クリフォード・カーゾンとイシュトヴァン・ケルテスによるモーツァルトのピアノ協奏曲第23番・第24番は、Deccaのカタログの中でも高い評価を受けている一枚です。完璧主義者として知られたカーゾンが世に出すことを認めた、数少ないスタジオ録音のひとつです。
Clifford Curzon / Kertész - Mozart: Piano Concertos Nos. 23 & 24
Decca - SXL 6354

モーツァルトのピアノ協奏曲の中でも傑作として名高い第23番イ長調 K.488と第24番ハ短調 K.491を収録。ピアノは英国の巨匠クリフォード・カーゾン、指揮はハンガリー出身のイシュトヴァン・ケルテスがロンドン交響楽団を率いています。
録音は1967年、ロンドンのキングスウェイ・ホールにて行われました。プロデューサーはレイ・ミンシャル、エンジニアは「デッカ・サウンド」の礎を築いたケネス・ウィルキンソンが担当しています。LPは1968年にステレオ盤(SXL 6354)とモノラル盤(LXT 6354)がリリースされました。ここで取り上げるのは、ステレオ盤の初手ED2、マトリクス1W/1Wです。
カーゾンは極度の完璧主義者として知られ、スタジオ録音の発売を滅多に許可しなかったピアニストです。Deccaに残した録音も決して多くはありません。
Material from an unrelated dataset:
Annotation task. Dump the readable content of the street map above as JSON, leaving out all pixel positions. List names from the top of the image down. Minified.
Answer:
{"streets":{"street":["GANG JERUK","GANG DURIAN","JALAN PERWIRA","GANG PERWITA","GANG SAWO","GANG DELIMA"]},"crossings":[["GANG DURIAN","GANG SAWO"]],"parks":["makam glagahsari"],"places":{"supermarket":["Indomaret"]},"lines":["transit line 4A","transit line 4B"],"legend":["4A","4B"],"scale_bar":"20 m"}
その厳しい基準をくぐり抜けたこの演奏は、一音一音が深く磨き上げられた内省的な美しさに満ちています。
明るく優美な第23番では、カーゾンの澄み切ったタッチが際立ちます。とりわけ第2楽章には、静かな悲しみが心の奥深くに染み入るような美しさがあります。対照的に短調の第24番では、ケルテス率いるロンドン響の力強くドラマティックなオーケストラと、カーゾンの内省的なピアノが緊張感あるやりとりを生み出しています。モーツァルトの音楽に潜む光と影を描き分ける手腕は見事で、特にピアノが作品の持つ陰影を巧みに引き出しています。
キングスウェイ・ホールとウィルキンソンの組み合わせながら、いわゆるオーディオファイル向けの派手な録音ではありません。しかし演奏の質の高さが録音の誠実さと結びつき、純粋に音楽に集中できる一枚に仕上がっています。